Em outro texto dedicado ao tênis, chamado “Derivative Sport in Tornado Alley”, que segundo Pips me informa ainda não foi traduzido para o português, DFW abusa das comparações matemáticas. A certo ponto, por exemplo, ao explicar como se destacava na liga juvenil do meio oeste por seu “pensamento geométrico”, ele escreve:

Porque a expansão das possibilidades de resposta é quadrática, é exigido de você que pense n jogadas à frente, onde n é uma função hiperbólica limitada pelo sinh do talento do oponente e o cosh do número de jogadas no rally até então (aproximadamente).

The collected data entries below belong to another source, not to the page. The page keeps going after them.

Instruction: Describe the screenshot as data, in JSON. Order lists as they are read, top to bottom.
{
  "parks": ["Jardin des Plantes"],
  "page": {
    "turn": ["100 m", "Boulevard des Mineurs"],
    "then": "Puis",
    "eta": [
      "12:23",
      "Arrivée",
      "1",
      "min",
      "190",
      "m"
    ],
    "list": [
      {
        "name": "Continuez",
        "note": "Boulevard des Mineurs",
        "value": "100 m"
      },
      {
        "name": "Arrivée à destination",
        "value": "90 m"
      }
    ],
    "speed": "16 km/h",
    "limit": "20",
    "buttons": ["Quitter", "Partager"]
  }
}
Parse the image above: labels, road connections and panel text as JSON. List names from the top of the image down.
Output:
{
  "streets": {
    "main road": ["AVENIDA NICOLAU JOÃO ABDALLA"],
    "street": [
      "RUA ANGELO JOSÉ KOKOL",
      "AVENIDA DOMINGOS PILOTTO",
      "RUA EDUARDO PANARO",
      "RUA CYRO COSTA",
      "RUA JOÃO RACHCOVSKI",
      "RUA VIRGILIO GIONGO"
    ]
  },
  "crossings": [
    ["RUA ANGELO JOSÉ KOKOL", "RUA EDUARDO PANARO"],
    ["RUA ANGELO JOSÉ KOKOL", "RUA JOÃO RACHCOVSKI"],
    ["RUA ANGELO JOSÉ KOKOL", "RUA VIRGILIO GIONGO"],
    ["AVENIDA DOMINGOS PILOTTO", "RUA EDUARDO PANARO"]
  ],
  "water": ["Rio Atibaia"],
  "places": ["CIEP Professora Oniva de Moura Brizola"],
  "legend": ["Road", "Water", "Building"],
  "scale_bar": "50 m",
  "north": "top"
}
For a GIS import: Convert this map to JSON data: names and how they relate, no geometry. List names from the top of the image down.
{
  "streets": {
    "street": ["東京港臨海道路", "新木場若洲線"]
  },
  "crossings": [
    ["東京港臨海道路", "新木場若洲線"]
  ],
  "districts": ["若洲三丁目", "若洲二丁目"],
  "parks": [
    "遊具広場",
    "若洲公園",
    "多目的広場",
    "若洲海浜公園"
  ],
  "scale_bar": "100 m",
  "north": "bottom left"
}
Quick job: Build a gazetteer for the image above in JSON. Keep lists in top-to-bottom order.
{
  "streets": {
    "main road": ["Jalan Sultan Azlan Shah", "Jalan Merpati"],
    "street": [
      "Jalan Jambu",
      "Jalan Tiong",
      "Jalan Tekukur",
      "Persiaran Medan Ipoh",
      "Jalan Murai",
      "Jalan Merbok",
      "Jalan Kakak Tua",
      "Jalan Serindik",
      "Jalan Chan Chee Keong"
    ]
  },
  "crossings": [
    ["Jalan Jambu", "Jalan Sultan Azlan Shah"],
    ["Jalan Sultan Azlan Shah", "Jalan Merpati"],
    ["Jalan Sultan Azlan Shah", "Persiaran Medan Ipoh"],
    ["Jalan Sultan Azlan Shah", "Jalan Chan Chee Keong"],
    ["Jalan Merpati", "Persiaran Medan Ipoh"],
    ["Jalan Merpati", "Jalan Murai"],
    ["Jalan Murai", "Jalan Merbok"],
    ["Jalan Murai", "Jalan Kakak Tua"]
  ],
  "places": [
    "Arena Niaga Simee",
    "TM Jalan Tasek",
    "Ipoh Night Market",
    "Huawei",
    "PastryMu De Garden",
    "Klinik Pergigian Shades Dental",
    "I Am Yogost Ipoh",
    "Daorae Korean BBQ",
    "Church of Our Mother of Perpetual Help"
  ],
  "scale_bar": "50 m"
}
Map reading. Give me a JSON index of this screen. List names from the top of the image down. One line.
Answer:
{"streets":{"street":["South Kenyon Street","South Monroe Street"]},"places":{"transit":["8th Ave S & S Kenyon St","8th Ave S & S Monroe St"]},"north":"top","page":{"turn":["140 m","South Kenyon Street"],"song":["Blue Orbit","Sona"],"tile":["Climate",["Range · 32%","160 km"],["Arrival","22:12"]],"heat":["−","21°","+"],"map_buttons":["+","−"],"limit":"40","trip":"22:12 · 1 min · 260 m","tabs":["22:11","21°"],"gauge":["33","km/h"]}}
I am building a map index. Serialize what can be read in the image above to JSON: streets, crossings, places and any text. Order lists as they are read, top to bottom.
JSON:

Pelo que vejo, a reação de muitos leitores a essas seções esbarra, justamente, entre a indignação teórica e o tédio. Para aceitá-las, um pouco de conhecimento matemático certamente ajuda, mas conhecimento demais costuma ser ainda mais danoso que conhecimento nenhum. Recomenda-se apenas o suficiente para entender que, no contexto, a necessidade de antecipar as jogadas cresce conforme a qualidade do seu oponente, bem como da duração dos rallys, e que existe um belo equilíbrio geométrico entre os dois fatores. Se você é daqueles que começa a pensar que DFW não deveria dizer expansão “quadrática” e sim “exponencial”… pare.

cosh (azul) e sinh (vermelho) formando um belo par
cosh (azul) e sinh (vermelho) formando um belo par

O problema das comparações matemáticas, de fato, é esse: elas também mentem. Tanto como nas descrições óbvias das coisas, aquelas criticadas por Pessoa, as descrições matemáticas, em sua suposta exatidão, “são coisas absolutamente fictícias”.

Há uma parte de Infinite Jest em que Pemulis e Hal discutem sobre o “teorema do valor médio para integrais”. Supostamente seria uma maneira de calcular o poder atômico a ser atribuído a cada nação (aka “grupo de estudantes”) no Eschaton, o jogo parte tênis parte War praticado nas horas vagas na Academia Enfield. Já havia estranhado esse trecho na primeira leitura, mas foi somente voltando a ele, e passando boas duas horas tentando entendê-lo, que pude admitir minha derrota e apelar ao arbítrio do Google: todos os comentários no mundo web apontam que a seção não prova o que deveria provar.

Mas isso é relevante? Talvez sim para que deixemos de lado a visão de Hal e Pemulis como “os estudantes brilhantes em matemática” para nos concentrarmos na condição momentânea dos “adolescentes chapados tentando explicar Cálculo” – o que na verdade torna a seção ainda mais bizarramente engraçada.

E mesmo que a maioria dos leitores não se ligue na ineficácia da demonstração feita para a aplicação do teorema do valor médio, isso não torna a seção menos brilhante. O mais importante não são as definições matemáticas, evidentemente, mas acima de tudo o estilo que DFW imprime aos comentários dos dois personagens, para criar páginas que universalizam o que à primeira vista seria apenas patético humor nerd adolescente.

No final das contas, talvez seja menos uma questão de pensar em definições do que em um estilo, um ritmo geral em que tudo flua naturalmente. Sobre isso, vale chamar novamente o testemunho de Woolf, como ela apresentou na carta a uma amiga:

Quanto à mot juste, você está bastante enganada. O estilo é uma questão simples: é tudo questão de ritmo. Uma vez que alcance isso, não há como usar as palavras erradas. Mas por outro lado aqui estou eu sentada por mais de metade da manhã, estufada de ideias, e visões, e outras coisas mais, e sem conseguir extraí-las pela falta do ritmo correto. Agora, isso sim é bastante profundo, o que é o ritmo, e vai mais fundo que as palavras. Uma visão, uma emoção, cria uma onda na mente, muito antes que se criem palavras para encaixá-la; e na escrita (é nisso que acredito hoje) é preciso recapturá-la, e colocá-la em movimento (o que aparentemente não tem nada que ver com palavras) e então, enquanto quebra e se desenrola na mente, ela cria as palavras em que se encaixar.

O ritmo da onda; o ritmo do tênis. Acho que DFW concordaria.